── Records provided ──

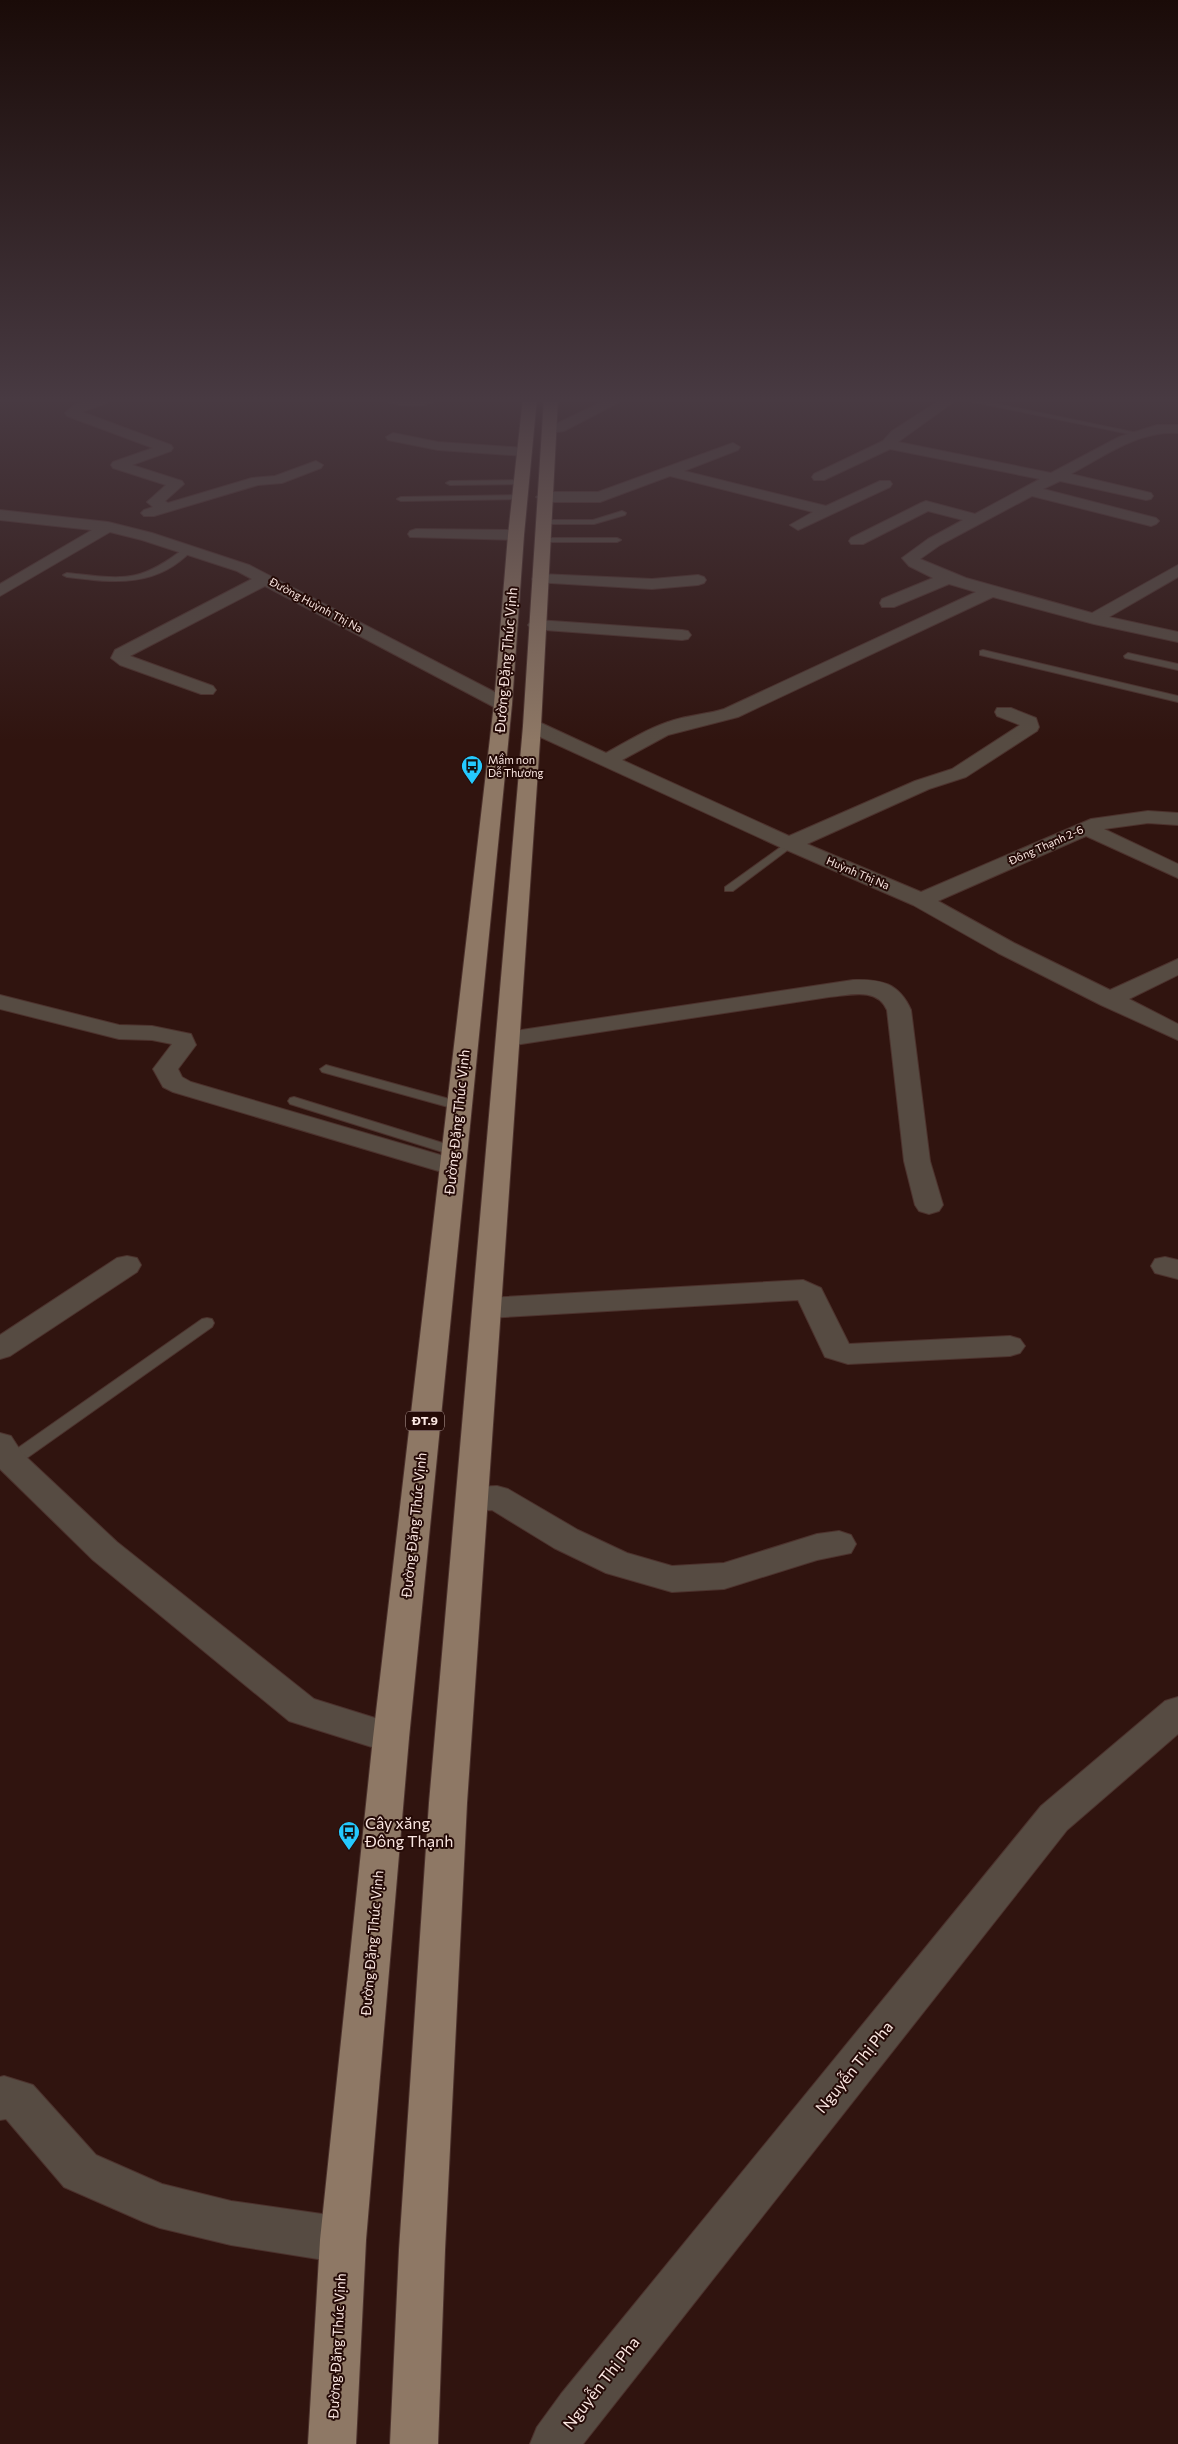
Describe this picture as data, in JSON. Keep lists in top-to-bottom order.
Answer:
{
  "streets": {
    "main road": ["Đường Đặng Thúc Vịnh", "ĐT.9"],
    "street": [
      "Đường Huỳnh Thị Na",
      "Đông Thạnh 2-6",
      "Huỳnh Thị Na",
      "Nguyễn Thị Pha"
    ]
  },
  "crossings": [
    ["Đường Huỳnh Thị Na", "Đường Đặng Thúc Vịnh"],
    ["Đường Đặng Thúc Vịnh", "Huỳnh Thị Na"],
    ["Đông Thạnh 2-6", "Huỳnh Thị Na"]
  ],
  "places": {
    "bus stop": ["Mầm non Dễ Thương", "Cây xăng Đông Thạnh"]
  }
}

───

## Your objective
Make a verbatim copy of all the entries and strip out the pictures.

## Result for this task
Describe this picture as data, in JSON. Keep lists in top-to-bottom order.
Answer:
{
  "streets": {
    "main road": ["Đường Đặng Thúc Vịnh", "ĐT.9"],
    "street": [
      "Đường Huỳnh Thị Na",
      "Đông Thạnh 2-6",
      "Huỳnh Thị Na",
      "Nguyễn Thị Pha"
    ]
  },
  "crossings": [
    ["Đường Huỳnh Thị Na", "Đường Đặng Thúc Vịnh"],
    ["Đường Đặng Thúc Vịnh", "Huỳnh Thị Na"],
    ["Đông Thạnh 2-6", "Huỳnh Thị Na"]
  ],
  "places": {
    "bus stop": ["Mầm non Dễ Thương", "Cây xăng Đông Thạnh"]
  }
}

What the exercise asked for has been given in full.